TJMG 0004943-52.2025.8.13.0194
CIVILEMENTA: APELAÇÃO CRIMINAL. CRIMES DE TRÁFICO ILÍCITO DE DROGAS E POSSE ILEGAL DE ARMA DE FOGO E MUNIÇÕES DE USO RESTRITO. PRELIMINAR. NULIDADE DO FLAGRANTE POR VIOLAÇÃO DE DOMICÍLIO. INOCORRÊNCIA. MÉRITO. ABSOLVIÇÃO. INVIABILIDADE. CAUSA DE AUMENTO DO ENVOLVIMENTO DE MENOR. MANUTENÇÃO. MINORANTE DO TRÁFICO. AGENTE QUE SE DEDICA A ATIVIDADES CRIMINOSAS. NÃO APLICAÇÃO. 1. Os crimes de tráfico de drogas e posse ilegal de arma de fogo, em várias de suas modalidades, são de natureza permanente, motivo pelo qual remanesce a situação de flagrante durante todo o tempo em que se prolongar o verbo constitutivo da conduta ilícita (ter em depósito, guardar, etc), o que legitima, a princípio, a atuação policial em imóvel onde se localizem os objetos materiais do ilícito penal. 2. Deve ser mantida a condenação do acusado pelos crimes descritos no art.33 da Lei 11.343/06 e art.16 da Lei 10.826/03, se comprovado que ele guardava na residência drogas, para fins de tráfico, bem como munições e arma de fogo de uso restrito. 3. A causa de aumento descrita no art.40, VI, da Lei 11.343/06, deve ser mantida quanto ao crime de tráfico, se comprovado que ele era praticado com o envolvimento de um adolescente. 4. Tratando-se de acusado que se dedicava a atividades criminosas, não há como reconhecer em seu favor a causa de diminuição descrita no art.33, §4º, da Lei 11.343/06.

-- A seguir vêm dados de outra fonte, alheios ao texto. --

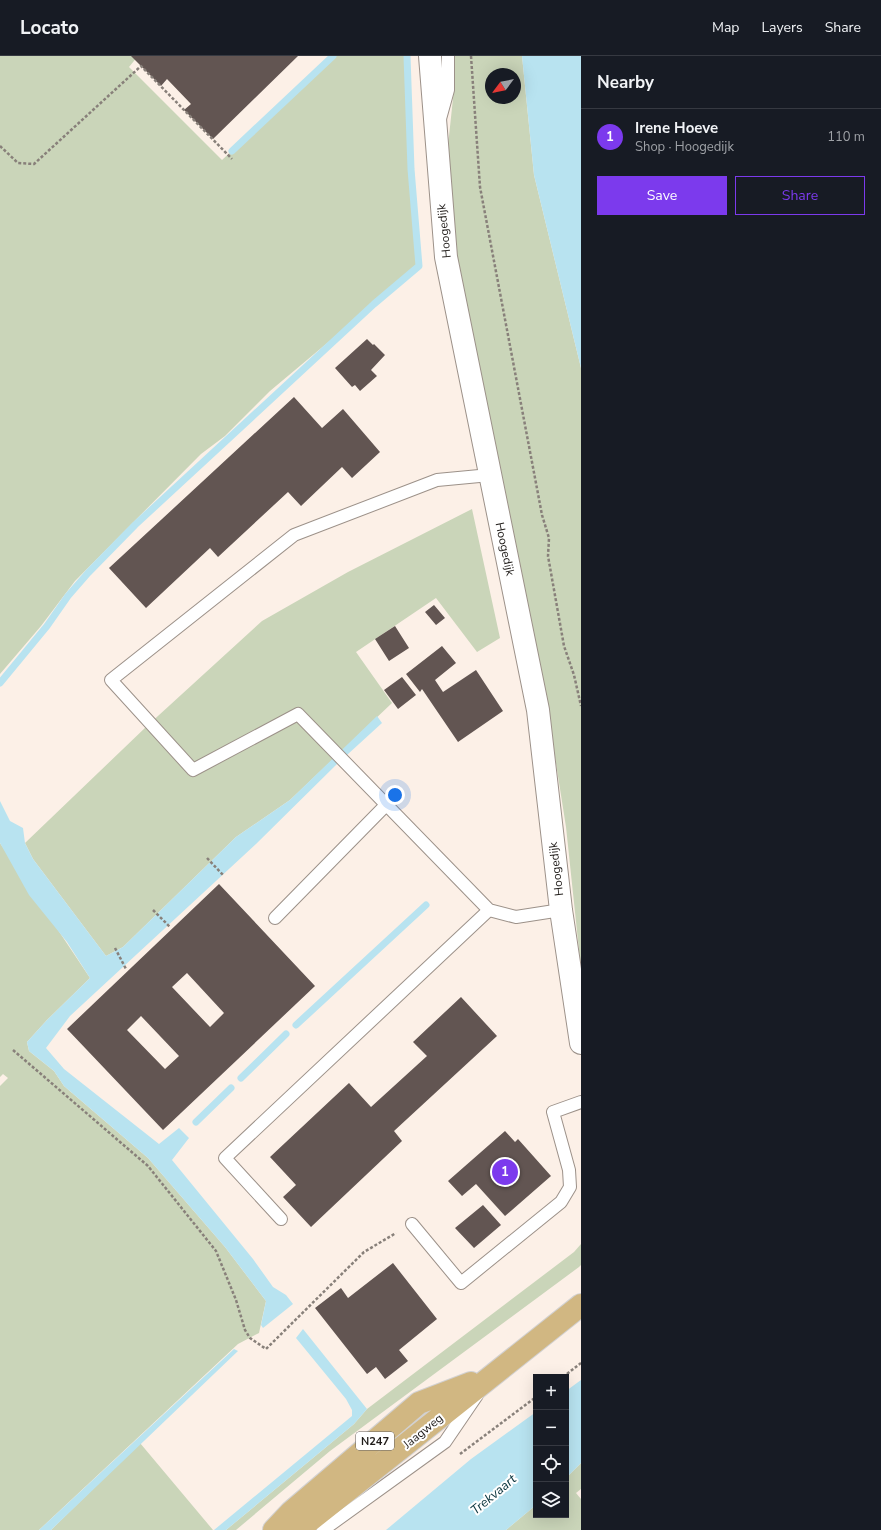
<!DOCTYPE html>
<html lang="en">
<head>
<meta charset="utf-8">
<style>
	body { margin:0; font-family:"Nunito Sans",sans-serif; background:#242831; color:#f1f3f6 }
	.controls { position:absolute; right:12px; bottom:12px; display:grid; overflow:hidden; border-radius:0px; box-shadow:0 4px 16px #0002 }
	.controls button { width:36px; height:36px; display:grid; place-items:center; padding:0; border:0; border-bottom:1px solid #363941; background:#171b24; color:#f1f3f6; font:20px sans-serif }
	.compass { position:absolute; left:485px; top:12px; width:36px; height:36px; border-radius:50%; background:#171b24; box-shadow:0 4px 16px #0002; rotate:238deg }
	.you { position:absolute; left:395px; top:739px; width:14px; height:14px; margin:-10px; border:3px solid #fff; border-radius:50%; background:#1a73e8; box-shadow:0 0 0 6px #1a73e833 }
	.badge { display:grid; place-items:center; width:26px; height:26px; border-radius:50%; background:#7c3aed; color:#fff; font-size:13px; font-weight:700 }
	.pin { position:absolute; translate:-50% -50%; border:2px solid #fff; box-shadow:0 1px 4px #0006 }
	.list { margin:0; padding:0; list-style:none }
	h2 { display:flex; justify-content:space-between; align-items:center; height:52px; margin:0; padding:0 16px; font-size:17px }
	h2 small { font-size:13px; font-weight:400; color:#9ea1a6 }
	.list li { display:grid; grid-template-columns:26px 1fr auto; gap:12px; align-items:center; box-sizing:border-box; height:56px; padding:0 16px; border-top:1px solid #363941 }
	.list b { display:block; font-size:15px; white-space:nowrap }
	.list p { margin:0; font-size:13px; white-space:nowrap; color:#9ea1a6 }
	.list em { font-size:13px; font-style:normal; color:#9ea1a6 }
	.actions { display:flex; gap:8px; padding:12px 16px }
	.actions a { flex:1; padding:9px 0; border:1px solid #7c3aed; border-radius:0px; text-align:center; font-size:14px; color:#7c3aed }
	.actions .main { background:#7c3aed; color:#fff }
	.icon { flex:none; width:22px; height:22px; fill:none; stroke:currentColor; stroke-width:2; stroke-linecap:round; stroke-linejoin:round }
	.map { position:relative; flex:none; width:581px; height:1474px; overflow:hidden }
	header { display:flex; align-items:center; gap:24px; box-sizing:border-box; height:56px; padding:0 20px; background:#171b24; border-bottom:1px solid #363941 }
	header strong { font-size:19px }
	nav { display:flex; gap:22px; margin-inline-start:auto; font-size:14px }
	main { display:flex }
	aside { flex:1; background:#171b24 }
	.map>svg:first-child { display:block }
	.green { fill:#cad5b9; fill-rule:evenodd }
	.water { fill:#b8e3f0 }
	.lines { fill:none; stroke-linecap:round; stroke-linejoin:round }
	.stream { stroke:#b8e3f0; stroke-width:7 }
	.building { fill:#625552; fill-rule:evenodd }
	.lane-casing { stroke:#9c9189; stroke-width:14 }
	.secondary-casing { stroke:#9c9189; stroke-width:24 }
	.primary-casing { stroke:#d2d1d1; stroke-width:24 }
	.path { stroke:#88807a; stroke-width:2.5; stroke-dasharray:3 2; stroke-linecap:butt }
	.lane { stroke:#fff; stroke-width:12 }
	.secondary { stroke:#fff; stroke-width:22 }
	.primary { stroke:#d1b782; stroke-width:22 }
	.labels { text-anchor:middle; stroke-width:4; stroke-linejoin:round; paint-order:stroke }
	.shield { fill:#fff; stroke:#625f5d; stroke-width:1 }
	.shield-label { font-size:11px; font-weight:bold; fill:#1f1b18 }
	.street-label { font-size:12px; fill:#1f1b18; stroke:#fff }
	.water-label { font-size:13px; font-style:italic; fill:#09333c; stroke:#fff }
</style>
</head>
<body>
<header>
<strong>Locato</strong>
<nav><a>Map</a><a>Layers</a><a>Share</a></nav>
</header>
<main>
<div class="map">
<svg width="581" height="1474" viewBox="0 0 581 1474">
	<rect width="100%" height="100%" fill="#fcf0e7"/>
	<path class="green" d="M0,0H138L129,11L222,104L333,0H408L419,210L270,335L225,380L201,398L75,525L41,570L0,618Z
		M453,0H522L534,119L581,312V913L566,771L547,650L458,203L448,134L447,99L454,33ZM491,18H515V42H491Z
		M472,453L500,582L477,596L436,542L356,596L392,647L290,744L236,781L123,891L106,900L33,803L25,787L147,670L262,565L348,516Z
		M0,787L90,922L47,964L27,986L29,995L54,1015L64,1030L148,1102L225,1191L266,1245L259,1277L238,1288L39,1474H0V1030L8,1022L3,1018L0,1021Z
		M581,1188V1209L579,1211L330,1395L236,1474H226L354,1368L367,1353L574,1196Z
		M140,1387L213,1474H51Z
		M581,1407V1433L576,1437L581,1443V1474H506L536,1449V1459H566V1422Z"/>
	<path class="water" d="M522,0H581V312L534,119Z
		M377,660L382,667L336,709L256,788L70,960L46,992L64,1013L159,1088L179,1072L189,1082L172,1104L253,1203L273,1231L286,1239L293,1248L263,1272L261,1269L266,1245L225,1191L148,1102L64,1030L54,1015L29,995L27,986L47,964L90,922L67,886L29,839L0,787V745L10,765L23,772L25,787L33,803L106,900L123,891L236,781L290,744Z
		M303,1273L367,1353L354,1368L226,1474H214L352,1360V1354L346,1343L296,1282Z
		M234,1293L238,1295L51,1474H39Z
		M581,1324V1407L566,1422V1335Z
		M536,1356V1449L506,1474H386L471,1403Z"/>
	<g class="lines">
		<path class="stream" d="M232,95L333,0
			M0,627L47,570L68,540L88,517L135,469L374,248L419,210L411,113L407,0
			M296,969L426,849
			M241,1022L286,978
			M196,1066L231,1032"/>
	</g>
	<path class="building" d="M131,0H298L213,83L184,54L191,48L167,23L161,30Z
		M367,283L373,289L374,288L385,299L371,314L377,320L360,335L355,329L352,331L335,312Z
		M294,341L322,372L343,353L380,396L352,422L342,411L301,450L288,436L218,501L210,492L146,552L109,512Z
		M434,549L445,562L436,569L425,556Z
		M395,570L409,592L389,605L375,583Z
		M442,590L456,607L435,624L443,636L476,614L503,655L458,686L422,633L420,636L406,618Z
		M402,621L416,639L398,653L384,634Z
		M219,828L315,930L163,1074L67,973ZM187,917L224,957L210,971L172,931ZM141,960L179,1000L165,1013L127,974Z
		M461,941L497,980L394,1075L402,1085L311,1171L283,1141L296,1129L270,1101L349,1027L371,1051L427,1000L413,986Z
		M505,1075L515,1086L518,1083L551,1120L505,1160L476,1128L462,1140L448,1125Z
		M483,1149L501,1169L474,1192L455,1172Z
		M393,1207L437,1263L399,1294L408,1305L385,1323L376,1311L367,1318L315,1252L341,1232L348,1242Z"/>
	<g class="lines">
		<defs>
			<path id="lane" d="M440,63L448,34V0
				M489,854L298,658L193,714L111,624L294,479L437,424L490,419
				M275,862L386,749
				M281,1163L225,1102L489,854L516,861L561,854
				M412,1168L461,1227L561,1146L570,1131L569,1114L553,1056L581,1046
				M323,1474L445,1386L477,1339"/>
			<path id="secondary" d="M430,0L446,201L538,654L561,854L581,987"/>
			<path id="primary" d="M274,1474L291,1456L419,1347L471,1327
				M298,1474L581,1249"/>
		</defs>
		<use href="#lane" class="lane-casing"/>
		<use href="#secondary" class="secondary-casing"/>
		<use href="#primary" class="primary-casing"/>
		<path class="path" d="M471,0L480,131L542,459L549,482L548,500L564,590L574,619L581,650
			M0,90L18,107L34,108L141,10L232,103
			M207,802L224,820
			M153,854L170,871
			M115,892L126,913
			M13,994L148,1110L216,1195L236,1244L245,1274L250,1282L266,1293L364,1196L396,1177
			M563,1321L581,1307
			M460,1398L536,1341"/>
		<use href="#lane" class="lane"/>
		<use href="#secondary" class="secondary"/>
		<use href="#primary" class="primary"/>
	</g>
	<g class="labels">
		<rect class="shield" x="356" y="1376" width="38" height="18" rx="3"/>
		<g class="shield-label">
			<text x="375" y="1389">N247</text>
		</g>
		<g class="street-label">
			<text transform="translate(444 175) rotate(-96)" y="4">Hoogedijk</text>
			<text transform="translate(505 493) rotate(78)" y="4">Hoogedijk</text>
			<text transform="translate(556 813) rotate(-97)" y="4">Hoogedijk</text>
			<text transform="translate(423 1375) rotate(-39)" y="4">Jaagweg</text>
		</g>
		<g class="water-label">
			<text transform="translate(493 1438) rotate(-40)" y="5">Trekvaart</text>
		</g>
	</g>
</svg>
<div class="controls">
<button>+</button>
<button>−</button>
<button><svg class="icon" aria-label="locate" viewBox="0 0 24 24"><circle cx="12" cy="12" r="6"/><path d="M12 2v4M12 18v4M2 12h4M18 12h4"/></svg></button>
<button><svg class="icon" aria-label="layers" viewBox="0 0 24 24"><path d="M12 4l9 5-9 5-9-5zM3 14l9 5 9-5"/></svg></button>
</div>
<svg class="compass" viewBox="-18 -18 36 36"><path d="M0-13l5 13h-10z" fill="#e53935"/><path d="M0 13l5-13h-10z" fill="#9ea1a6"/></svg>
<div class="you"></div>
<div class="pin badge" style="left:505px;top:1116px">1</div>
</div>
<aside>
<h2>Nearby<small></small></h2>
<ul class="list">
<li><span class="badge">1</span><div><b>Irene Hoeve</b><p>Shop · Hoogedijk</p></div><em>110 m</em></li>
</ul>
<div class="actions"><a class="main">Save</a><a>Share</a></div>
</aside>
</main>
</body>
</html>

V.V. O porte ilegal de arma de fogo e munições, localizadas no mesmo local onde estavam as drogas, unido à informação de que a arma teria sido utilizada para intimidar traficantes rivais, permite inferir a existência de um nexo finalístico com o tráfico, justificando a incidência da majorante do art. 40, IV, da Lei 11.343/2006 e afastando a condenação autônoma pelo porte ilegal de arma de fogo de uso proibido, conforme tese 1259 do STJ.